EXERCISE AIM:
Could you retype the whole listing, word for word?

DATA LISTING section start

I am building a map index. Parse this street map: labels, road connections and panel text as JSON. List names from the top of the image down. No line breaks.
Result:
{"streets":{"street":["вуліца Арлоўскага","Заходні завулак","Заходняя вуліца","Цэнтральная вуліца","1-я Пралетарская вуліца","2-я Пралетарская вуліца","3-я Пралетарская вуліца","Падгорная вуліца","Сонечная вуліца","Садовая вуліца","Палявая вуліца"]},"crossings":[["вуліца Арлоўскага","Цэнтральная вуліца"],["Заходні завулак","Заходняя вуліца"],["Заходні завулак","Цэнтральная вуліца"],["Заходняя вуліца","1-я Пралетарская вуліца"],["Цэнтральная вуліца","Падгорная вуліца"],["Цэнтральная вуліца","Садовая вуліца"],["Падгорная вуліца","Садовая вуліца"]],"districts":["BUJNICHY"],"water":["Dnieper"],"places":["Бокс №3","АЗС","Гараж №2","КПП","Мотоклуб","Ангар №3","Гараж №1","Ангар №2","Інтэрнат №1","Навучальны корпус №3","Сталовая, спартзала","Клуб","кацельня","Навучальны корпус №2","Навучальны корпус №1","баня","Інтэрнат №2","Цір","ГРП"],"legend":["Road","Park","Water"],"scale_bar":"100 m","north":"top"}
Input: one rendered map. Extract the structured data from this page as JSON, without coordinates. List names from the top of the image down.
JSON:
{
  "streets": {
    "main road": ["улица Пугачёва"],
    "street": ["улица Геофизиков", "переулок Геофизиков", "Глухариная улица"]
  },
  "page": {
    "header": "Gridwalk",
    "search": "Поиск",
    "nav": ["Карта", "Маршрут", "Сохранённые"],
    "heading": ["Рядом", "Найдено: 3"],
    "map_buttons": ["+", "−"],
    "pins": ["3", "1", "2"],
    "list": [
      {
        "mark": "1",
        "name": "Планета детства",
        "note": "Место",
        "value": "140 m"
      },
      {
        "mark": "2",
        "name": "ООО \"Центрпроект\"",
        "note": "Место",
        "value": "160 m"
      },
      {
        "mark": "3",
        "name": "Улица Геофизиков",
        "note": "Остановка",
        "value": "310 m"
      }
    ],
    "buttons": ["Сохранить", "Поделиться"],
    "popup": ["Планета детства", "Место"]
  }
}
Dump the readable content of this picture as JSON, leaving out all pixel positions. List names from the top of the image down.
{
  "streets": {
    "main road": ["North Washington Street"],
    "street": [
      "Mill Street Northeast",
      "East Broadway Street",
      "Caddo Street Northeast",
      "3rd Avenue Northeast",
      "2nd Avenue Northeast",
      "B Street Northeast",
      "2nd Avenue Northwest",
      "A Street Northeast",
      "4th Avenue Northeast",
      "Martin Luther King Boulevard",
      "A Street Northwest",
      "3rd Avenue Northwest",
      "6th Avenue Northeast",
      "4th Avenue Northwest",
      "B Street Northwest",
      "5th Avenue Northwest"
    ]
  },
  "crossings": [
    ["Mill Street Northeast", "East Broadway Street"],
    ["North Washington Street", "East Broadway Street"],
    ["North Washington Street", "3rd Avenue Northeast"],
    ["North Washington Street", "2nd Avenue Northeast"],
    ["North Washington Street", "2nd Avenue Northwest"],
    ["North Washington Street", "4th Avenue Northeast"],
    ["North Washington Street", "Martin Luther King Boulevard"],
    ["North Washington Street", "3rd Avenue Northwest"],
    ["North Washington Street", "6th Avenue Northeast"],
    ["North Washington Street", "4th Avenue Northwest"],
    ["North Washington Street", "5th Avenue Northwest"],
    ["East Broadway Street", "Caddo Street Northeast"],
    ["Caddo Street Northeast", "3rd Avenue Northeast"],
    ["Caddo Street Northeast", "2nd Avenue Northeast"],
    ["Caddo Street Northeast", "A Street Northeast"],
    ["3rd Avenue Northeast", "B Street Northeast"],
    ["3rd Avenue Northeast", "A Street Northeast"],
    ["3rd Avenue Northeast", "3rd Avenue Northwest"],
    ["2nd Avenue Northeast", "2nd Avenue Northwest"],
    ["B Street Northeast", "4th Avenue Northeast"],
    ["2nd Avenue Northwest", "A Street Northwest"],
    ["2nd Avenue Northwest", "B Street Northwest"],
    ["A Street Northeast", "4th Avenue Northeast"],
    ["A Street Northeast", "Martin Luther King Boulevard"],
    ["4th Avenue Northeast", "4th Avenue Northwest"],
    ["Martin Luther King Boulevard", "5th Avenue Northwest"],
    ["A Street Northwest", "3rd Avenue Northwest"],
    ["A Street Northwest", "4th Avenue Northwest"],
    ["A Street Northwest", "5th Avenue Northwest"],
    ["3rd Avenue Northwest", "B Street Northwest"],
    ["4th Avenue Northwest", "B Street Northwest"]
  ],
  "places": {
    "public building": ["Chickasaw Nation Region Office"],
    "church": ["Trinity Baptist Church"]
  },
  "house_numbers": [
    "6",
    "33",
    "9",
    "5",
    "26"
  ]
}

DATA LISTING section end

REPLY TO THE TASK:
I am building a map index. Parse this street map: labels, road connections and panel text as JSON. List names from the top of the image down. No line breaks.
Result:
{"streets":{"street":["вуліца Арлоўскага","Заходні завулак","Заходняя вуліца","Цэнтральная вуліца","1-я Пралетарская вуліца","2-я Пралетарская вуліца","3-я Пралетарская вуліца","Падгорная вуліца","Сонечная вуліца","Садовая вуліца","Палявая вуліца"]},"crossings":[["вуліца Арлоўскага","Цэнтральная вуліца"],["Заходні завулак","Заходняя вуліца"],["Заходні завулак","Цэнтральная вуліца"],["Заходняя вуліца","1-я Пралетарская вуліца"],["Цэнтральная вуліца","Падгорная вуліца"],["Цэнтральная вуліца","Садовая вуліца"],["Падгорная вуліца","Садовая вуліца"]],"districts":["BUJNICHY"],"water":["Dnieper"],"places":["Бокс №3","АЗС","Гараж №2","КПП","Мотоклуб","Ангар №3","Гараж №1","Ангар №2","Інтэрнат №1","Навучальны корпус №3","Сталовая, спартзала","Клуб","кацельня","Навучальны корпус №2","Навучальны корпус №1","баня","Інтэрнат №2","Цір","ГРП"],"legend":["Road","Park","Water"],"scale_bar":"100 m","north":"top"}
Input: one rendered map. Extract the structured data from this page as JSON, without coordinates. List names from the top of the image down.
JSON:
{
  "streets": {
    "main road": ["улица Пугачёва"],
    "street": ["улица Геофизиков", "переулок Геофизиков", "Глухариная улица"]
  },
  "page": {
    "header": "Gridwalk",
    "search": "Поиск",
    "nav": ["Карта", "Маршрут", "Сохранённые"],
    "heading": ["Рядом", "Найдено: 3"],
    "map_buttons": ["+", "−"],
    "pins": ["3", "1", "2"],
    "list": [
      {
        "mark": "1",
        "name": "Планета детства",
        "note": "Место",
        "value": "140 m"
      },
      {
        "mark": "2",
        "name": "ООО \"Центрпроект\"",
        "note": "Место",
        "value": "160 m"
      },
      {
        "mark": "3",
        "name": "Улица Геофизиков",
        "note": "Остановка",
        "value": "310 m"
      }
    ],
    "buttons": ["Сохранить", "Поделиться"],
    "popup": ["Планета детства", "Место"]
  }
}
Dump the readable content of this picture as JSON, leaving out all pixel positions. List names from the top of the image down.
{
  "streets": {
    "main road": ["North Washington Street"],
    "street": [
      "Mill Street Northeast",
      "East Broadway Street",
      "Caddo Street Northeast",
      "3rd Avenue Northeast",
      "2nd Avenue Northeast",
      "B Street Northeast",
      "2nd Avenue Northwest",
      "A Street Northeast",
      "4th Avenue Northeast",
      "Martin Luther King Boulevard",
      "A Street Northwest",
      "3rd Avenue Northwest",
      "6th Avenue Northeast",
      "4th Avenue Northwest",
      "B Street Northwest",
      "5th Avenue Northwest"
    ]
  },
  "crossings": [
    ["Mill Street Northeast", "East Broadway Street"],
    ["North Washington Street", "East Broadway Street"],
    ["North Washington Street", "3rd Avenue Northeast"],
    ["North Washington Street", "2nd Avenue Northeast"],
    ["North Washington Street", "2nd Avenue Northwest"],
    ["North Washington Street", "4th Avenue Northeast"],
    ["North Washington Street", "Martin Luther King Boulevard"],
    ["North Washington Street", "3rd Avenue Northwest"],
    ["North Washington Street", "6th Avenue Northeast"],
    ["North Washington Street", "4th Avenue Northwest"],
    ["North Washington Street", "5th Avenue Northwest"],
    ["East Broadway Street", "Caddo Street Northeast"],
    ["Caddo Street Northeast", "3rd Avenue Northeast"],
    ["Caddo Street Northeast", "2nd Avenue Northeast"],
    ["Caddo Street Northeast", "A Street Northeast"],
    ["3rd Avenue Northeast", "B Street Northeast"],
    ["3rd Avenue Northeast", "A Street Northeast"],
    ["3rd Avenue Northeast", "3rd Avenue Northwest"],
    ["2nd Avenue Northeast", "2nd Avenue Northwest"],
    ["B Street Northeast", "4th Avenue Northeast"],
    ["2nd Avenue Northwest", "A Street Northwest"],
    ["2nd Avenue Northwest", "B Street Northwest"],
    ["A Street Northeast", "4th Avenue Northeast"],
    ["A Street Northeast", "Martin Luther King Boulevard"],
    ["4th Avenue Northeast", "4th Avenue Northwest"],
    ["Martin Luther King Boulevard", "5th Avenue Northwest"],
    ["A Street Northwest", "3rd Avenue Northwest"],
    ["A Street Northwest", "4th Avenue Northwest"],
    ["A Street Northwest", "5th Avenue Northwest"],
    ["3rd Avenue Northwest", "B Street Northwest"],
    ["4th Avenue Northwest", "B Street Northwest"]
  ],
  "places": {
    "public building": ["Chickasaw Nation Region Office"],
    "church": ["Trinity Baptist Church"]
  },
  "house_numbers": [
    "6",
    "33",
    "9",
    "5",
    "26"
  ]
}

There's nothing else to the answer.